Why utilities need to have a broadband strategy?
Earlier this year the FCC cleared the way for utilities to secure 900MHz spectrum for broadband applications. This came after a ruling on unlicensing the 6GHz spectrum which many utilities use for microwave services. This is a fundamental shift from the LTE /4G communications we have so gotten used to.
Utilities have traditionally relied on corporate IT to decide on telecom infrastructure. What technologies to invest in? What kind of a communication infrastructure to develop? How much bandwidth is enough? Such questions are reviewed as part of ongoing use cases in the capital plan. Telecom has been treated as a support infrastructure much like servers and IT data networks. Going forward, however, the growing importance of data communication in utility operations and in light of the FCC rulings, a more strategic approach to utility telecommunications and broadband is required.

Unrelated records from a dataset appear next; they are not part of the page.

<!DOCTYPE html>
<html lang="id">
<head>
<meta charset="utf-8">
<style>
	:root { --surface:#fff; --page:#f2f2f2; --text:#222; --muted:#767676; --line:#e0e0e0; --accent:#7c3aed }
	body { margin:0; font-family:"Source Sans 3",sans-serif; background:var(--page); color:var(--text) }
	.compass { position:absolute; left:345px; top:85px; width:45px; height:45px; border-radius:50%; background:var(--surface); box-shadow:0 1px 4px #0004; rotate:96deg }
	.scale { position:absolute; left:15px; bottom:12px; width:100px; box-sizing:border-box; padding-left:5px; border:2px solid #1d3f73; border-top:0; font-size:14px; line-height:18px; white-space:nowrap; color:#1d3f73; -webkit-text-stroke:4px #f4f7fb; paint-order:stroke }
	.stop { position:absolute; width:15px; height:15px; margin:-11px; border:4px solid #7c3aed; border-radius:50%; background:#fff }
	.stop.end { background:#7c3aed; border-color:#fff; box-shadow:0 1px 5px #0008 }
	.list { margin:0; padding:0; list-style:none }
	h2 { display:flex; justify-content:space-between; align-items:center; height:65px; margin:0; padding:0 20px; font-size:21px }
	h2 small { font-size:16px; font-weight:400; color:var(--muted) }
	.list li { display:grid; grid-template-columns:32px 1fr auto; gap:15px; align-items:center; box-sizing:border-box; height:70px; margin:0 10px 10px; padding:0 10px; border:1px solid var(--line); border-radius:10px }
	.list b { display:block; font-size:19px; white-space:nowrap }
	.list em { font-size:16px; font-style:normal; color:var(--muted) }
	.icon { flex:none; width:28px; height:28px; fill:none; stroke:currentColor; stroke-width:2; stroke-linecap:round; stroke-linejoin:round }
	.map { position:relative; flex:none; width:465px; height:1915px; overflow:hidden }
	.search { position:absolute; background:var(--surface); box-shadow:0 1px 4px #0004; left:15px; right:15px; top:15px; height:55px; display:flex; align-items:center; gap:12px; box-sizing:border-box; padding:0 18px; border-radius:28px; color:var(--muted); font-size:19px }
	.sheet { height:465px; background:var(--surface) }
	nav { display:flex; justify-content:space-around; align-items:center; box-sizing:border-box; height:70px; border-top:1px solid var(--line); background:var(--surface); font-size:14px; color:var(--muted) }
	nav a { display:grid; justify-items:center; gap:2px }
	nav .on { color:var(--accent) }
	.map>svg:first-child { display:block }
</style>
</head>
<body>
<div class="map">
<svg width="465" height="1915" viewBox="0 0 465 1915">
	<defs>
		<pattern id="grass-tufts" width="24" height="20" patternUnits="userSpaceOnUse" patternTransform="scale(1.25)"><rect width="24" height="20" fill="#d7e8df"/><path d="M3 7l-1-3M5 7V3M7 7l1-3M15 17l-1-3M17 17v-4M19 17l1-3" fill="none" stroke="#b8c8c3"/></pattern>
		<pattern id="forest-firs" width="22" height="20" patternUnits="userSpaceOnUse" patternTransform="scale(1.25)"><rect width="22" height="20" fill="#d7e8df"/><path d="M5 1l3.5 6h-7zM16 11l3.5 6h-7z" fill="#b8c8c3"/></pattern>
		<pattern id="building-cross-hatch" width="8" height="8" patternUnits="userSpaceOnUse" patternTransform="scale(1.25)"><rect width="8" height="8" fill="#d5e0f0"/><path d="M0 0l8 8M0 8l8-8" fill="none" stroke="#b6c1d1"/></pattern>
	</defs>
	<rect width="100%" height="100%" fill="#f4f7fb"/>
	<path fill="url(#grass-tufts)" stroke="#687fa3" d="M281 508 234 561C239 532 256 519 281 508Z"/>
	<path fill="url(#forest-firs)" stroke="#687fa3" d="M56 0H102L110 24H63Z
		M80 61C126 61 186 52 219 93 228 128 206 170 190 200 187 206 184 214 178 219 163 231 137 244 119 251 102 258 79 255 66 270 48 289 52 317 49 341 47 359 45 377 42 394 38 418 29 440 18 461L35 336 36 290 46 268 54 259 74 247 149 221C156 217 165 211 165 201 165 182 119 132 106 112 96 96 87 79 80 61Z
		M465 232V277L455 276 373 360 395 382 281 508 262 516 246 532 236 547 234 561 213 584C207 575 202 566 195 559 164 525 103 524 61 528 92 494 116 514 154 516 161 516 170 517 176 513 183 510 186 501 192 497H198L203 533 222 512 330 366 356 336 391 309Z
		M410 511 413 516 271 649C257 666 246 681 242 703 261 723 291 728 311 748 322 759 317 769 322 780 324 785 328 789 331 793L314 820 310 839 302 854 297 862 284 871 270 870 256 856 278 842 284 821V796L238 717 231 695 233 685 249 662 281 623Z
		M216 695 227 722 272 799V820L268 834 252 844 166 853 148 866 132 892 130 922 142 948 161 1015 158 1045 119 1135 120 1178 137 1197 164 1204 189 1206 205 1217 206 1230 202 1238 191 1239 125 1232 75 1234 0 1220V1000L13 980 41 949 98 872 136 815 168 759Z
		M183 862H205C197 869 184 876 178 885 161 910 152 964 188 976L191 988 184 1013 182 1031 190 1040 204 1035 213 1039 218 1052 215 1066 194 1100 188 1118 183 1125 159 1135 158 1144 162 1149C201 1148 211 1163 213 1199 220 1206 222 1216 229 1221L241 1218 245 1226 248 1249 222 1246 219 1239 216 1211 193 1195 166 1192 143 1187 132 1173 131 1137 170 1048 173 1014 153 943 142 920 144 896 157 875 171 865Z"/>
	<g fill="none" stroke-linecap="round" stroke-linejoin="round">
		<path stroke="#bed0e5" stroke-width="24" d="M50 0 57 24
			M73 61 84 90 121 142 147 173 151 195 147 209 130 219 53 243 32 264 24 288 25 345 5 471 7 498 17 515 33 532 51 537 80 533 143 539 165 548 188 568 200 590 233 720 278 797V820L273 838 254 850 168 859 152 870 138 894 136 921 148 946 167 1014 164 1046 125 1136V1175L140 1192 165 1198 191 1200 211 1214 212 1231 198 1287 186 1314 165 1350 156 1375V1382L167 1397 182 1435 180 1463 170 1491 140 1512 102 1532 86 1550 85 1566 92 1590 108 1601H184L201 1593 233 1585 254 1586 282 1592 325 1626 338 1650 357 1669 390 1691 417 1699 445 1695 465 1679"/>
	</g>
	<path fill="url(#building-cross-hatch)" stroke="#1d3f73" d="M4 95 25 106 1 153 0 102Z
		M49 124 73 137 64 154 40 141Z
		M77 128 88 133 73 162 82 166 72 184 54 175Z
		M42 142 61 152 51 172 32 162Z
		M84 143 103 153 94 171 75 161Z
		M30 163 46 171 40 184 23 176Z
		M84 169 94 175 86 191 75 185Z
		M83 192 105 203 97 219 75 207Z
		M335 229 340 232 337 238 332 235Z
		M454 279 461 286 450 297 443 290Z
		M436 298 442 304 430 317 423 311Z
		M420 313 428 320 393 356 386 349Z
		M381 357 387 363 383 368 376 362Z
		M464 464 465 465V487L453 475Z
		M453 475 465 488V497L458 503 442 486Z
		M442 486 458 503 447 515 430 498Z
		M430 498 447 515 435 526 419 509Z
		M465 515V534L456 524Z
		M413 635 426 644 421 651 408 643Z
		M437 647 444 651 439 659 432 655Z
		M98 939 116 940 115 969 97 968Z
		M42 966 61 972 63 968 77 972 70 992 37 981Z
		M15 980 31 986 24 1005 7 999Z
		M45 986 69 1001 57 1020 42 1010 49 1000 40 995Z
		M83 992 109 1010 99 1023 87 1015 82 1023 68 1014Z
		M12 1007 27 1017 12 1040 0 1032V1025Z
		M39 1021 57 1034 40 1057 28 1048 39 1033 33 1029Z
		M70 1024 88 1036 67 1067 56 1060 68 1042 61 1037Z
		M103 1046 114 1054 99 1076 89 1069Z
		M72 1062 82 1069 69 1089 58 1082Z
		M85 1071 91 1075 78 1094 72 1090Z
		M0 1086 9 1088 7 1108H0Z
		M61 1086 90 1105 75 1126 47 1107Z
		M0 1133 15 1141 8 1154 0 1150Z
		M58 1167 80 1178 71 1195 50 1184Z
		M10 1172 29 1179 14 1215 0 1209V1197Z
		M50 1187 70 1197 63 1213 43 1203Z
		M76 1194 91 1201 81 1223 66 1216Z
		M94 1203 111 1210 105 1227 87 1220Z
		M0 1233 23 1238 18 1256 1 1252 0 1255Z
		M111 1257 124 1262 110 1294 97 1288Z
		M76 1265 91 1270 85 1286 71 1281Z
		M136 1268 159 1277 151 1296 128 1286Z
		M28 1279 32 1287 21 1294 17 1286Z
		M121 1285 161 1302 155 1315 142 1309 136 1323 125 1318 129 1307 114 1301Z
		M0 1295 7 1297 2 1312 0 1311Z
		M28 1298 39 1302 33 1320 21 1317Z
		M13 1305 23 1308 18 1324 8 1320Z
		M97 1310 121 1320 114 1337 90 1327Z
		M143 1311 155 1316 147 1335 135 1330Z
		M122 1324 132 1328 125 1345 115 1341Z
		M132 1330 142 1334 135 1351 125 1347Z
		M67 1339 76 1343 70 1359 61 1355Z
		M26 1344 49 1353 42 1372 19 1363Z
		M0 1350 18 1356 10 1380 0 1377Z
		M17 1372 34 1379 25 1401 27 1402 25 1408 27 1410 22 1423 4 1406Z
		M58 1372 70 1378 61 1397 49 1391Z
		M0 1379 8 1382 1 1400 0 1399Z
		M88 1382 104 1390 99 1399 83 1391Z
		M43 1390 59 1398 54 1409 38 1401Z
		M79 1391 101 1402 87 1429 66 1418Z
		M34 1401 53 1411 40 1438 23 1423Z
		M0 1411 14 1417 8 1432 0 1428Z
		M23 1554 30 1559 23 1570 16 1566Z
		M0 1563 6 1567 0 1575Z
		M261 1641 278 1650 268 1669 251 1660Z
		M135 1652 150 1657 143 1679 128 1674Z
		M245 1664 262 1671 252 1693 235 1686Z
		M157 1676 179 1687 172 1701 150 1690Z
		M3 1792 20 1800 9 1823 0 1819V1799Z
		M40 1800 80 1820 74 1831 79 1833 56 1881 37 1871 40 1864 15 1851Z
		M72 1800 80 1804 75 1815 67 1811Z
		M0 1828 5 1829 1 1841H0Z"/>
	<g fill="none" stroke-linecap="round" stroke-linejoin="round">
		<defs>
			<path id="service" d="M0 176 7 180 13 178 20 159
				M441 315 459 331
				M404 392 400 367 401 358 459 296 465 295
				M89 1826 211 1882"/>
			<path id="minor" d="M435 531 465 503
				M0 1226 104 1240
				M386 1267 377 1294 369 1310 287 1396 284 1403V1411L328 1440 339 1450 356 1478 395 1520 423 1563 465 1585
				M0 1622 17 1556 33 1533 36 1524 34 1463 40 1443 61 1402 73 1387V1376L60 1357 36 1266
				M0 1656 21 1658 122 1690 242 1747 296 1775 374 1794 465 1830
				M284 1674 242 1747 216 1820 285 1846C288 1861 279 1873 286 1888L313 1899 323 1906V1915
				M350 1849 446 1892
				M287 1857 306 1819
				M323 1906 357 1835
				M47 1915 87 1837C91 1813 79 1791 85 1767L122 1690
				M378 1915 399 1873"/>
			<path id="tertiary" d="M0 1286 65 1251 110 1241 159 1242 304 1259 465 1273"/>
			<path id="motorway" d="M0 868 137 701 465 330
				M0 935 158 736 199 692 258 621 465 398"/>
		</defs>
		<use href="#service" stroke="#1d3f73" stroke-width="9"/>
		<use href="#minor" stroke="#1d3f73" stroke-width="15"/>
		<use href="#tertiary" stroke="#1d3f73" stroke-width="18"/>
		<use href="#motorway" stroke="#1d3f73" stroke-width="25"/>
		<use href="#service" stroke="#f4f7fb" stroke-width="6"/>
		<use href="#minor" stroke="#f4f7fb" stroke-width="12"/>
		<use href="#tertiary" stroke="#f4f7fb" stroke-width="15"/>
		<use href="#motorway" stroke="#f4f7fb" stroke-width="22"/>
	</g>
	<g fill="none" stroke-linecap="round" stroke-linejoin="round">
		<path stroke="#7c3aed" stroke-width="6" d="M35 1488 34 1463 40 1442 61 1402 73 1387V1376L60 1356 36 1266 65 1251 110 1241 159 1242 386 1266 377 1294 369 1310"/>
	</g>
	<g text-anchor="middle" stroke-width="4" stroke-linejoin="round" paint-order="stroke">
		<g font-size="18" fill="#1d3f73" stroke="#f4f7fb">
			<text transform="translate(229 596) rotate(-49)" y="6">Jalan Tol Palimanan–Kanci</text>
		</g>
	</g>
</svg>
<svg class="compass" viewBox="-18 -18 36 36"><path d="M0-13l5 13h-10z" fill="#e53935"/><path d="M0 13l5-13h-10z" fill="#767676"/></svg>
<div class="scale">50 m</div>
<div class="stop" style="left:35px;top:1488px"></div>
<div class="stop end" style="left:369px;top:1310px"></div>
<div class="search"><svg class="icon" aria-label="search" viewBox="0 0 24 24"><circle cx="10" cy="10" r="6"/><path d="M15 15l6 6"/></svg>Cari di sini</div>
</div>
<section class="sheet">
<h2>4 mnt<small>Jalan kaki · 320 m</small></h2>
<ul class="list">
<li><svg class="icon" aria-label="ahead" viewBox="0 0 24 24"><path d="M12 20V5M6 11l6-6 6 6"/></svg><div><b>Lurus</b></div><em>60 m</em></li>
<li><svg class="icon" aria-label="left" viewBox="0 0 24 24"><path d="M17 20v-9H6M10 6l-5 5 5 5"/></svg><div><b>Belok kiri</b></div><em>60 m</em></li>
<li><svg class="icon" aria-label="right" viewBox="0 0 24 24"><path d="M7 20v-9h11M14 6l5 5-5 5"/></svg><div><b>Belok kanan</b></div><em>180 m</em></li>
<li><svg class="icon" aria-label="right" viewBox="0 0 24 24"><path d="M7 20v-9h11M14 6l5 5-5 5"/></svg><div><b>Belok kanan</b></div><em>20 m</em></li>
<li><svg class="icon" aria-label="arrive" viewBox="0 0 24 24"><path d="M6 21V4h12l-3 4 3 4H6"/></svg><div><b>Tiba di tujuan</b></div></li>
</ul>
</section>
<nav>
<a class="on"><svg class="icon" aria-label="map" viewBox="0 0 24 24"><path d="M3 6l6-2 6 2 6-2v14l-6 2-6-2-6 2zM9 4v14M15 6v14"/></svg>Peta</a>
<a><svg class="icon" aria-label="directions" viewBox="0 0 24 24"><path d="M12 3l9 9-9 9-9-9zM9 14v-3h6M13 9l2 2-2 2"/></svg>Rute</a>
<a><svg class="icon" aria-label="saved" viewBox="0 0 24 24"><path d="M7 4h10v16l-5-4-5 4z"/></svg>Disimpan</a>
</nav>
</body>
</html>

Here are a few questions that utility industry leaders, the C-suite for example, should be examining. This is critical to actively drive companies’ future telecom positioning that aligns with business operations and value aspirations for its customers and shareholders. The Covid-19 situation has only elevated the importance of telecom and communication infrastructure.
Should we invest in public or private telecom carriers for broadband? Utilities approach to communication networks has largely been a patchwork of different carriers, private, public, licensed, unlicensed, wired and wireless - of various vintages to serve specific functional requirements. In the broadband category, due to limited service options, utilities have heavily relied on public carriers. Applications such as, video, AR/VR transmission grow in usage, the need for broadband becomes pronounced. The business case to invest in its own private broadband network may become attractive. There are a few utilities that have already made such investments. Indeed, many utilities have been holding and utilizing private spectrum for business operations linked to business/industrial/land transportation (B/ILT) and specialized mobile radio (SMR), for which 900MHz was allocated. With the existing licenses open for reallocation, the real question is how much a utility need to vie for its own private 3/3 MHz broadband segment. The window for allocation may not be long as utilities are not exclusive in this hunt. Manufacturers, transportation and delivery companies like FedEx and UPS can also acquire these licenses. Hence an informed strategy is necessary to determine utility’s next move.
Is the 900MHz spectrum broadband the right choice? Utilities will require a detailed examination of the needs, requirements and the business case for broadband. While our daily lives heavily depend on broadband mainly because for our voice and data needs - e.g, calls over internet, video conferencing, streaming entertainment, etc. utility applications are quite diverse. Traditional SCADA and many control applications require very limited throughput for data transmission - maybe a few times a day, but they need high reliability, low latency and in most cases low power consumption. On the other hand, video surveillance, augmented and virtual reality, and image and video analyses for sensing, monitoring, and control require a lot of data throughput, lower latency and hence a broadband network makes more sense. As business operations and power delivery model changes and trigger new data needs that can revise enterprise risk profile concerning cybersecurity and resiliency, choices made now will have long standing impacts on the business.
What optionality and forwarding value streams will it serve? Many utilities have drawn up grid modernization plans to chart their transition journey. Many utilities are focusing on building and consolidating their operational data and processes on a digital backbone. Many are targeting new set of value pools targeting distributed energy resources and new customer products and services, such as electric vehicle charging network and demand response services. The 900MHz offers present and future commercial opportunities in applications Voice over LTE, Narrowband-IoT, and Mission Critical Push-To-Talk over LTE. As NRECA has championed, broadband can also serve rural and underserved areas that are not attractive to traditional commercial providers due to poor economics of scale.
Utility ambitions vary, hence the revenue opportunities unlocked by the FCC order provides a chance to examine such options, value them and then make a choice.
Participation in the 900MHz spectrum licensing is based on a reallocation mechanism from incumbent license holders using a market-based negotiation mechanism on a county-by-county basis. To work through this utilities, would have to grasp the current and future needs and necessities, costs and benefits, reasonableness and prudence, headroom and concessions, and conditions to walk-away from. Utility’s broadband strategy will require some rapid analyses and understanding of the options and tradeoffs. It will require sharpening the utilities’ grid modernization plans and be intentional deliberate about their telecom choice.
The current Covid-19 crisis has exemplified the importance of resilience, of virtual work, of remote sensing and intelligence. The FCC has created a policy that interests two critical infrastructure - power and telecom and hence has far reaching impacts. It is about time that the utility leaders start examining their broadband agenda.